USD/JPY's rebound fell just short of the 156.00 level on Tuesday, while pull backs to 155.00 were supported in US trade. We track near 155.50/55 in early Wednesday dealings, having lost 0.65% for Tuesday trade. At the margin, yen was the worst performer in the G10 space (closely followed by the AUD, down 0.60%). All the majors fell against the USD, with the DXY up 0.50%, BBDXY gaining 0.30%.
- From a technical standpoint, the primary trend condition in USDJPY remains bullish, however, Monday’s move down highlights a stronger short-term bear cycle. The pair has breached two important support points; 155.12, the 50-day EMA, and 155.13, a trendline drawn from the Sep 16 ‘24 high. This opens 152.55, a Fibonacci retracement point. Initial firm resistance has been defined at 156.75, the Jan 23 high.
- Broader USD sentiment stabilized as the Tuesday session unfolded, with APAC gains from yesterday largely fueled by on-going Trump tariff threats. US equity sentiment was better on Tuesday, recouping some of Monday's AI competition related losses. This may have weighed on yen at the margins, but yen crosses didn't see significant upside.
- US yields were close to unchanged as the markets await the FOMC decision due later US time on Wednesday.

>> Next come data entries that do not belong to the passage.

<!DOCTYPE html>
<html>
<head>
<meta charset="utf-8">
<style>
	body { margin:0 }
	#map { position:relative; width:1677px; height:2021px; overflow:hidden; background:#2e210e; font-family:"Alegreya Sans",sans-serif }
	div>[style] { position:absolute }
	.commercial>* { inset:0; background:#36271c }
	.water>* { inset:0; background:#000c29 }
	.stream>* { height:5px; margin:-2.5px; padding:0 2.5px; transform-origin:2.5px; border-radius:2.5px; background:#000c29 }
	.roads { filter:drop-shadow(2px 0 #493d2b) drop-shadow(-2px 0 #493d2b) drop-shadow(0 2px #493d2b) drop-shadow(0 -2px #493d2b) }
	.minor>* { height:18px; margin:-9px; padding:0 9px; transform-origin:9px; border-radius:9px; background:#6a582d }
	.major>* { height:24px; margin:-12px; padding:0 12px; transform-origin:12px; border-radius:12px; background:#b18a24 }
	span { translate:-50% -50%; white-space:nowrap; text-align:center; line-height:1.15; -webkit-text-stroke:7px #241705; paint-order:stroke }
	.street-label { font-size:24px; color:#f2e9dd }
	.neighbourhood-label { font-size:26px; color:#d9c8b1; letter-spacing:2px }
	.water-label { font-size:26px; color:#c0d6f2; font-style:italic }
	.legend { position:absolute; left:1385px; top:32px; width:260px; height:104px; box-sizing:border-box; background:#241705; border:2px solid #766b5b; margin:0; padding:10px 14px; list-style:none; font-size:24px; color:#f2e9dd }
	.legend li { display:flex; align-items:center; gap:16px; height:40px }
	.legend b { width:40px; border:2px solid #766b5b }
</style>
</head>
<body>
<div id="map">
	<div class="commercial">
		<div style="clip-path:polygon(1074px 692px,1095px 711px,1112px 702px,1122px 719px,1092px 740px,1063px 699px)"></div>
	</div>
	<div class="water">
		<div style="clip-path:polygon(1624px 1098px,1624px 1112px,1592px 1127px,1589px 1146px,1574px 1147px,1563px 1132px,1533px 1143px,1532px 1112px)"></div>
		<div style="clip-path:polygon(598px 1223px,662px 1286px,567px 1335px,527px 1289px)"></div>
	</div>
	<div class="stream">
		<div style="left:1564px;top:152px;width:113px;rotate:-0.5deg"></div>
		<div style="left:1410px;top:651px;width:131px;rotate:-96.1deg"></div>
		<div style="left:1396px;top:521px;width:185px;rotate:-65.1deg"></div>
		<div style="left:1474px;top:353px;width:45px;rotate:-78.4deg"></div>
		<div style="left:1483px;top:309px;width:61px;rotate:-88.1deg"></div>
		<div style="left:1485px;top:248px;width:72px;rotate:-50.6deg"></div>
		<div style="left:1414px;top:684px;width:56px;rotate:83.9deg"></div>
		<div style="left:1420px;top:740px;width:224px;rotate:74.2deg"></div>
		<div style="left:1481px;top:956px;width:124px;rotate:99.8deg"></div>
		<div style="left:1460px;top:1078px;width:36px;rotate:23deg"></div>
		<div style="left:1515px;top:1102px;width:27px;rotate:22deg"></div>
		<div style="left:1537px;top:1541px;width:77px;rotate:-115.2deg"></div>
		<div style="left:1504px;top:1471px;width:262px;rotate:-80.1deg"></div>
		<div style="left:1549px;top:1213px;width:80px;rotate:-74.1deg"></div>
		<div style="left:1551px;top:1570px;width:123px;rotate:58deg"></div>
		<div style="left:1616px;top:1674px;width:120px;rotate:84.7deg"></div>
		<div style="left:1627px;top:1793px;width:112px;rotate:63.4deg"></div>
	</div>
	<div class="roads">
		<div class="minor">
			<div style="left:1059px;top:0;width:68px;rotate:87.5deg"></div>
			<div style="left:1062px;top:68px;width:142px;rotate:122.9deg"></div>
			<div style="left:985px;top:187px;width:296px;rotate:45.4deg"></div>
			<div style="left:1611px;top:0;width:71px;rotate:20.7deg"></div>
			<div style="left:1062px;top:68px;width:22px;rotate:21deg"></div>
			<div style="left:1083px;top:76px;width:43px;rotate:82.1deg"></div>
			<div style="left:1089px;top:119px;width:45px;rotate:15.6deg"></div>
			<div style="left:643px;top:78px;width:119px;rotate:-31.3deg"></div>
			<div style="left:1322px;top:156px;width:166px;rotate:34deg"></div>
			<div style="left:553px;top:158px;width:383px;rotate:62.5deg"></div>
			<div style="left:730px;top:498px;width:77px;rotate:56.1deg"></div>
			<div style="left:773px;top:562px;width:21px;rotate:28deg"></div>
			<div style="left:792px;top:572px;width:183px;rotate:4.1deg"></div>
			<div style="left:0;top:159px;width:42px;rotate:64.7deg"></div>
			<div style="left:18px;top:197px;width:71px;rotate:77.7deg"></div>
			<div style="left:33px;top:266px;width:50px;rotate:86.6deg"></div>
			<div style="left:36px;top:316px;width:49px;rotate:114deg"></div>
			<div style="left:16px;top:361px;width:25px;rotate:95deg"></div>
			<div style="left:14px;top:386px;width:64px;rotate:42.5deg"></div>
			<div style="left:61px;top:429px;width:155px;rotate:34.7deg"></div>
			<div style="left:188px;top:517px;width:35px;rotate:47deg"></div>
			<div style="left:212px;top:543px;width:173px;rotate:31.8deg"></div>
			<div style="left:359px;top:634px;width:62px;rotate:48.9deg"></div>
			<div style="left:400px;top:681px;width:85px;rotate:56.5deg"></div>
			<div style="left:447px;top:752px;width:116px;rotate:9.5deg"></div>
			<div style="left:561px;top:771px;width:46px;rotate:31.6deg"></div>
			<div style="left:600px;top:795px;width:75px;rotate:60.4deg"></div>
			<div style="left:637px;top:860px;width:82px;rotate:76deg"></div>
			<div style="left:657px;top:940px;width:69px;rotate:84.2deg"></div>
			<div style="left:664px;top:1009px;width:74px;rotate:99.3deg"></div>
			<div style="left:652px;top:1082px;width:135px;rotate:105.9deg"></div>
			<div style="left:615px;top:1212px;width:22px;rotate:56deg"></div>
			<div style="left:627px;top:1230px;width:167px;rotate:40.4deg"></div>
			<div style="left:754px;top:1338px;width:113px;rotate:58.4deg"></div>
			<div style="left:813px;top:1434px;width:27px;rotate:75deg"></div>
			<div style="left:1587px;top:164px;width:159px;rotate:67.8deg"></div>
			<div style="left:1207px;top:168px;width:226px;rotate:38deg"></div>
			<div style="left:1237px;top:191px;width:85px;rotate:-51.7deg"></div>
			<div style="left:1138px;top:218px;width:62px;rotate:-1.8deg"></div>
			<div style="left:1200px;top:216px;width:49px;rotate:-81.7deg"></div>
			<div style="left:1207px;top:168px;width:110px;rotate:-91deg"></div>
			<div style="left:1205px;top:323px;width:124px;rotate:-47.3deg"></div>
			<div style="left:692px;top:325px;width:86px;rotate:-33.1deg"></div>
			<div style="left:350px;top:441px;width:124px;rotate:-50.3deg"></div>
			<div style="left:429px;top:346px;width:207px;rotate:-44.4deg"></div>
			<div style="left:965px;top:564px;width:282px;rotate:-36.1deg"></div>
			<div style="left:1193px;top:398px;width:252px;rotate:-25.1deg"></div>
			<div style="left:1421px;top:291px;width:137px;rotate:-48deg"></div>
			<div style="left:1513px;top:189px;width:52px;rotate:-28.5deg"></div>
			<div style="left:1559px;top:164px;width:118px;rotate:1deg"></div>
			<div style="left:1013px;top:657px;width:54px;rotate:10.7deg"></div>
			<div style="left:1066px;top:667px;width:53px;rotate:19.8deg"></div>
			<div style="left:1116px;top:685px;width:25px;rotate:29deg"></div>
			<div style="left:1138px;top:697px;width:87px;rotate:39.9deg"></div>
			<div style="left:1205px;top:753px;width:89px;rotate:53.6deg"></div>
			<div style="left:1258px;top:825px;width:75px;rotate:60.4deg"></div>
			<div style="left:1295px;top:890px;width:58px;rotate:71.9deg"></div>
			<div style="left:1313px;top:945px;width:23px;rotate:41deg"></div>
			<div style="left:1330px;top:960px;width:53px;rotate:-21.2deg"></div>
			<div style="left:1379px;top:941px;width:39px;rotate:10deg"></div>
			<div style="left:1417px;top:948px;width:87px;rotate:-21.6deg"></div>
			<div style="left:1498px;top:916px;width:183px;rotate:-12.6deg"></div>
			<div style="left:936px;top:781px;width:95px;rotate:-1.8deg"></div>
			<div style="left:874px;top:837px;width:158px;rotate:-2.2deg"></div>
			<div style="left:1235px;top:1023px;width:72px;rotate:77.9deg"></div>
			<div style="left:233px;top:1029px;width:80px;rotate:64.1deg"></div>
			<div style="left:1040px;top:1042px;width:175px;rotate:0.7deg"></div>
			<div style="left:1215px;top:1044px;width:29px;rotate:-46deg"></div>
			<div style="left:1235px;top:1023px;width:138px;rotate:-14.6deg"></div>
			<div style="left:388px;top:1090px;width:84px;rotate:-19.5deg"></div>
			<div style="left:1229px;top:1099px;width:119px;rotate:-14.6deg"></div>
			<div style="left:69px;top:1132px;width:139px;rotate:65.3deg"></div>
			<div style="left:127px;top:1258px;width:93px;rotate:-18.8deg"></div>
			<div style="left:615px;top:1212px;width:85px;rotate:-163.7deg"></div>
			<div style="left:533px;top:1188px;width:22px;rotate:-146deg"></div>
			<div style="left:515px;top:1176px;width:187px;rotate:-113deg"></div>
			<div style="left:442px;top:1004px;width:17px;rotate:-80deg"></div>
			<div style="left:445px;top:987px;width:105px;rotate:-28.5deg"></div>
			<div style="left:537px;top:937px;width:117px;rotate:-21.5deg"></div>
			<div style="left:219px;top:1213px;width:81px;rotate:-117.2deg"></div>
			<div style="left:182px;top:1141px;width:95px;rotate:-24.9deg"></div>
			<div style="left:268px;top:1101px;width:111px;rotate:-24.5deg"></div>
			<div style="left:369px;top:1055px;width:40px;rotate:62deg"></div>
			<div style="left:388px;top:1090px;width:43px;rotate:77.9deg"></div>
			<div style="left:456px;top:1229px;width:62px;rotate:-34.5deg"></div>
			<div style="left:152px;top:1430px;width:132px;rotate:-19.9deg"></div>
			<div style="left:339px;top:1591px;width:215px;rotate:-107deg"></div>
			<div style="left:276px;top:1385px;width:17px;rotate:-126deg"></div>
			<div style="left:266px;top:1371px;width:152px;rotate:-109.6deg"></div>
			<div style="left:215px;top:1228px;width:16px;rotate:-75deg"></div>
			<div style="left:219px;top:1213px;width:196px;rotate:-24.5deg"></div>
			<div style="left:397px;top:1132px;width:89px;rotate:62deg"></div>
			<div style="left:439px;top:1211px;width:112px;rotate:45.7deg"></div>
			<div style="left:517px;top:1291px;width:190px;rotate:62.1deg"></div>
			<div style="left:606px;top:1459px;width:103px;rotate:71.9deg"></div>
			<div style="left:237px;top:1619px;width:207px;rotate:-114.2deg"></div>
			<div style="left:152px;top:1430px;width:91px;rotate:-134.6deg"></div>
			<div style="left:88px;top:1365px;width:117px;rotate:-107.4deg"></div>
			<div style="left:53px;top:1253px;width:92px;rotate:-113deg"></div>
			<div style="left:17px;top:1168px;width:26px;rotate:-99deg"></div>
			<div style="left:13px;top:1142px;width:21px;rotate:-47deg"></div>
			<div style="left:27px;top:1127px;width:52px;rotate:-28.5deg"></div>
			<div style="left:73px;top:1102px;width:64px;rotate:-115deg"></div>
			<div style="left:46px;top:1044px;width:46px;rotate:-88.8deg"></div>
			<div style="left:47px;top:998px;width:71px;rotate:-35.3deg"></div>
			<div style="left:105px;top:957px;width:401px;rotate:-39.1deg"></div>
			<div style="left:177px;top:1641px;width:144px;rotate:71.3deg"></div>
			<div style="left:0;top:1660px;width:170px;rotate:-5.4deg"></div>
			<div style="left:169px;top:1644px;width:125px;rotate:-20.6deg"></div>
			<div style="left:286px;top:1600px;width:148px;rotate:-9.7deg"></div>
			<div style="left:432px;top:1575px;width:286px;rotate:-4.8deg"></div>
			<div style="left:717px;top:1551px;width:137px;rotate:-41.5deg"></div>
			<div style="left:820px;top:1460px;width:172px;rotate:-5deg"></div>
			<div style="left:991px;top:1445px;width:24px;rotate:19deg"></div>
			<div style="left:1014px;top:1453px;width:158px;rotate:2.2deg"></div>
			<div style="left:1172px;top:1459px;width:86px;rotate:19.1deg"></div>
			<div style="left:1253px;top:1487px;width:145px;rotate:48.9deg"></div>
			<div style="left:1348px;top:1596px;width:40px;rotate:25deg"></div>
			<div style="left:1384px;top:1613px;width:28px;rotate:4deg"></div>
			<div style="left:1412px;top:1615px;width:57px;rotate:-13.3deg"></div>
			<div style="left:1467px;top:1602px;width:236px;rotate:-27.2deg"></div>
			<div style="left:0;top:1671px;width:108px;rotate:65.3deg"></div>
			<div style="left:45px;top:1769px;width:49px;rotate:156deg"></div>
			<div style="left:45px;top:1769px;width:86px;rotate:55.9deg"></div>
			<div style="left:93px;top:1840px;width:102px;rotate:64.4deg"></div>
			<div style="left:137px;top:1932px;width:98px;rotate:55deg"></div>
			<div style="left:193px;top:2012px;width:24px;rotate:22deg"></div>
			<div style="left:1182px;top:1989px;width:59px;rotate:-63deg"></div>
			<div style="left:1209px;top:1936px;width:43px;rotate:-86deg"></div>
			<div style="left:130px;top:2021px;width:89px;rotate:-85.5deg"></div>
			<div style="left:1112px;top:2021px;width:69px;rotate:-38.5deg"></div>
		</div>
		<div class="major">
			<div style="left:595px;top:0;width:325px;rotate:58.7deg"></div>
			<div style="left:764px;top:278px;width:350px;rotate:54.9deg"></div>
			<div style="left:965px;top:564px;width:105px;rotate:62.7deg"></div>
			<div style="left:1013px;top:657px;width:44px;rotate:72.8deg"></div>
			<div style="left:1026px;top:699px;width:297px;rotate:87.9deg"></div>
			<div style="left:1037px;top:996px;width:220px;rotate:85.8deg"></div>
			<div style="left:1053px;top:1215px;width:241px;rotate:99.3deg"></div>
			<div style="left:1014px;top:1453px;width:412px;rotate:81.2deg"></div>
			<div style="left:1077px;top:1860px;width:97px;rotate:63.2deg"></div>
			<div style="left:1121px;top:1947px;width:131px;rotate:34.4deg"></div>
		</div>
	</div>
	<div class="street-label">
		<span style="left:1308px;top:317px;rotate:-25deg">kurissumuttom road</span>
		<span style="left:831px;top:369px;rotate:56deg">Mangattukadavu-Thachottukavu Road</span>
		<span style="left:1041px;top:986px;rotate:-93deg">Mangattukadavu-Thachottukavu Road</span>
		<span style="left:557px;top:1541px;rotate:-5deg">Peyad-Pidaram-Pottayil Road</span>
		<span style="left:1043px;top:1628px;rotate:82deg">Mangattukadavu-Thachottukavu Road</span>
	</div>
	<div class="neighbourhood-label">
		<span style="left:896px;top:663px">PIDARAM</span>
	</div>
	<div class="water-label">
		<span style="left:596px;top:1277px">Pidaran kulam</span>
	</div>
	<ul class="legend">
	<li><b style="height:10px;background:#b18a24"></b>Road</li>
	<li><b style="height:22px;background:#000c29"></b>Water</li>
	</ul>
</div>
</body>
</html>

US-JP yield differentials are still suggesting upside USD/JPY pressures will be capped, with spreads for 2yr and 10yr differentials around multi week lows.
- Today locally we have Jan consumer confidence, along with the minutes from the BoJ board meeting in December.
- In the option expiry space, note the following for NY cuts later today: Y154.00($627mln), Y154.75($700mln), Y155.00($1.4bln), Y156.00($544mln).